Thirty years ago this week the Berlin Wall came down. The catalyst was Soviet Premier Gorbachev ordering armed guards away from the wall. He had deluded himself to believe that socialism could exist without fear. The event was international news for several days, and it led to the fall of the Soviet Union and the reunification of Germany. Of course Poland’s courageous Solidarity labor movement led by Lech Walesa, the work of Pope John Paul II, and the extraordinary partnership of Britain’s Lady Margaret Thatcher and President Ronald Reagan (who implored Gorbachev in a 1987 speech at Berlin’s Brandenburg Gate – “tear down this wall!”), were also essential figures.
But for many people in the United States, this was a ho-hum course of events. For America’s intelligentsia and their ignorati, Reagan was still a B movie actor and socialism was the dominant philosophy of America’s national media and universities. Josef Stalin’s Great Terror in Soviet Russia was not taught in schools, and neither was Mao Zedong’s Cultural Revolution in China. Only Hitler’s Final Solution was well known, and that is because Nazism was rebranded by western intellectuals as right wing fascism so western socialists could distance themselves from the 20th century depravity they shared with their comrades.
It is upon this anniversary that we introduce the Poetic Justice Warrior who witnessed, and personally experienced, the Great Terror. She swore to its victims that their story would be told for future generations to know and understand. She is the great Russian poet, Anna Akhmatova.

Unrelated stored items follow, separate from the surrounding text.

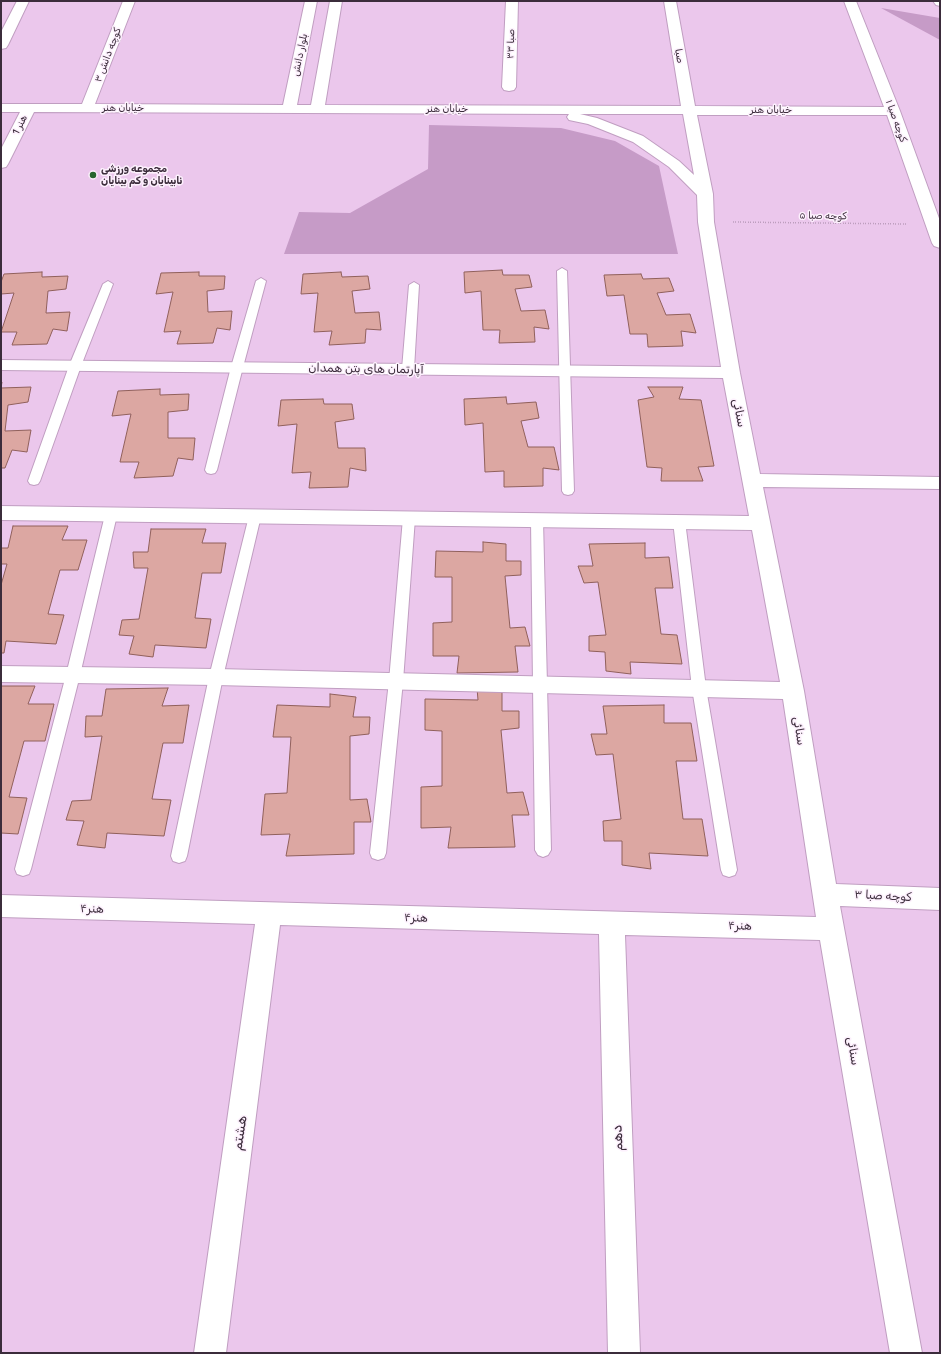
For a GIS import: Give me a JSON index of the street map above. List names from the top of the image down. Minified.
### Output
{"streets":{"street":["۳۳ صبا","کوچه دانش ۳","بلوار دانش","صبا","خیابان هنر","کوچه صبا ۱","هنر 1","آپارتمان های بتن همدان","سنائی","کوچه صبا ۳","هنر۴","هشتم","دهم"],"path":["کوچه صبا ۵"]},"crossings":[["کوچه دانش ۳","خیابان هنر"],["بلوار دانش","خیابان هنر"],["صبا","خیابان هنر"],["صبا","سنائی"],["خیابان هنر","کوچه صبا ۱"],["خیابان هنر","هنر 1"],["خیابان هنر","سنائی"],["کوچه صبا ۱","کوچه صبا ۵"],["کوچه صبا ۵","سنائی"],["آپارتمان های بتن همدان","سنائی"],["سنائی","کوچه صبا ۳"],["سنائی","هنر۴"],["هنر۴","هشتم"],["هنر۴","دهم"]],"places":["مجموعه ورزشی نابینایان و کم بینایان"]}
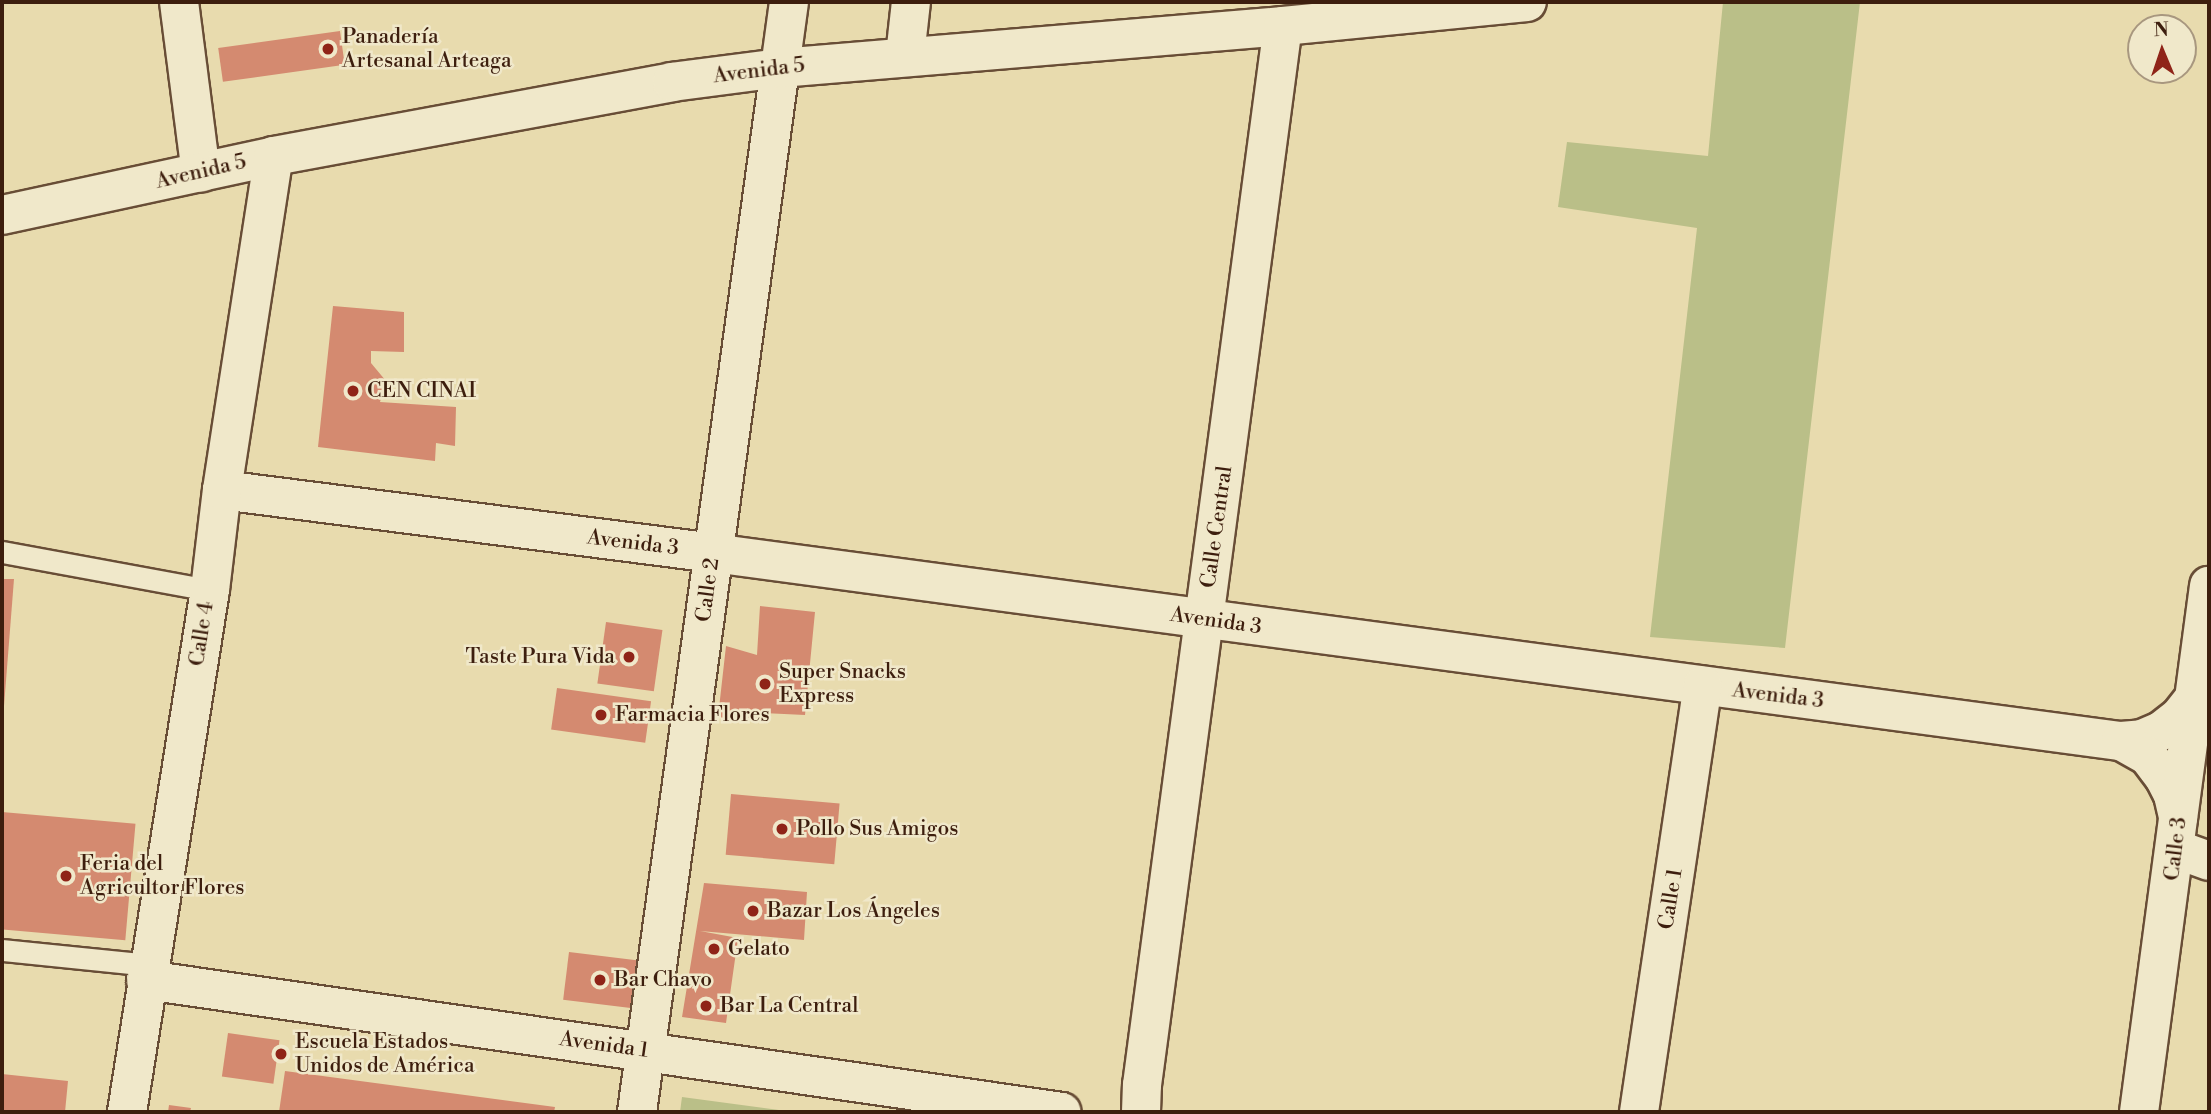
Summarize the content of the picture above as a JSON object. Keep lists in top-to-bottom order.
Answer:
{
  "streets": {
    "street": [
      "Avenida 5",
      "Calle Central",
      "Avenida 3",
      "Calle 2",
      "Calle 4",
      "Calle 3",
      "Calle 1",
      "Avenida 1"
    ]
  },
  "crossings": [
    ["Avenida 5", "Calle Central"],
    ["Avenida 5", "Calle 2"],
    ["Avenida 5", "Calle 4"],
    ["Calle Central", "Avenida 3"],
    ["Avenida 3", "Calle 2"],
    ["Avenida 3", "Calle 4"],
    ["Avenida 3", "Calle 3"],
    ["Avenida 3", "Calle 1"],
    ["Calle 2", "Avenida 1"],
    ["Calle 4", "Avenida 1"]
  ],
  "places": [
    "Panadería Artesanal Arteaga",
    "CEN CINAI",
    "Taste Pura Vida",
    "Super Snacks Express",
    "Farmacia Flores",
    "Pollo Sus Amigos",
    "Feria del Agricultor Flores",
    "Bazar Los Ángeles",
    "Gelato",
    "Bar Chavo",
    "Bar La Central",
    "Escuela Estados Unidos de América"
  ],
  "north": "top"
}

In 1940, Akhmatova wrote a collection of poems titled Requiem. They eloquently express her personal raw emotions and those of the women whose husbands, sons, brothers and fathers became the subjects of Stalin’s mass imprisonment. They were artists, poets, and publishers after all. For example, her son had been arrested on numerous occasions for alleged “counter-revolutionary activity,” and she would cue for many hours, many times, in an attempt to deliver food to him and plead with his captors.
By 1938, Akhmatova had become a well known poet in Russia, and on one of these occasions outside a St. Petersburg stone prison she met a woman:
One day somebody in the crowd identified me. Standing behind me was a woman, with lips blue from cold, who had, of course, never heard me called by name before. Now she started out of the torpor common to us all and asked me in a whisper (everyone whispered there): ‘Can you describe this?’ And I said: ‘I can.’ Then something like a smile passed fleetingly over what had once been her face.
This became Akhmatova’s inspiration and motivation for writing Requiem, but she dared not publish it. Instead she memorized it and shared it only with close friends. Requiem was finally published in 1963, without her consent, in Munich, Germany. This was two years after the construction of the Berlin Wall.
In hindsight, Requiem may not have survived to foretell the Berlin Wall’s ominous presence, or celebrate its glorious crumbing, if she had published it instead of memorizing it. In 1993, it was revealed that Akhmatova had been under investigation by the intelligence agencies of the deep state. They had bugged her apartment and kept her under constant surveillance. Stalin’s spies had created a dossier that totaled 900 pages of “denunciations, reports of phone taps, quotations from writings, and confessions of those close to her”.
In this excerpt from Requiem, she expresses a few of the emotions that surrounded her in 1938. These included disbelief, rationalization, stunned grief, agony, deep mourning, and perseverance. All of which Akhmatova cycles through this set of poems.
For seventeen months I have been screaming,
Calling you home.
I’ve thrown myself at the feet of butchers
For you, my son and my horror.
Everything has become muddled forever –
I can no longer distinguish
Who is an animal, who a person, and how long
The wait can be for an execution.
Anna’s close friend, Lydia Chukovskaya, was also a dissident author and poet, and wrote about the tactics of their small trusted circle of friends who would create poetry and distribute it. The ritual was for them to write poems for each other on a scrap of paper, read it, memorize it, and burn it in a stove. Oral circulation was their mode of publishing, or as Chukovskaya describes, “It was like a ritual. Hands, matches, an ashtray. A ritual beautiful and bitter.” This was done while casually conversing in code for the electronic eavesdroppers and quieltly memorizing:
Silent flows the river Don
A yellow moon looks quietly on
Swanking about, with cap askew
It sees through the window a shadow of you
Gravely ill, all alone
The moon sees a woman lying at home
Her son is in jail, her husband is dead
Say a prayer for her instead.
In Akhmatova’s own words, Requiem was “One hundred million voices shouting through her tortured mouth.” And “A poem without a hero.” All for the inhuman ideals of socialism.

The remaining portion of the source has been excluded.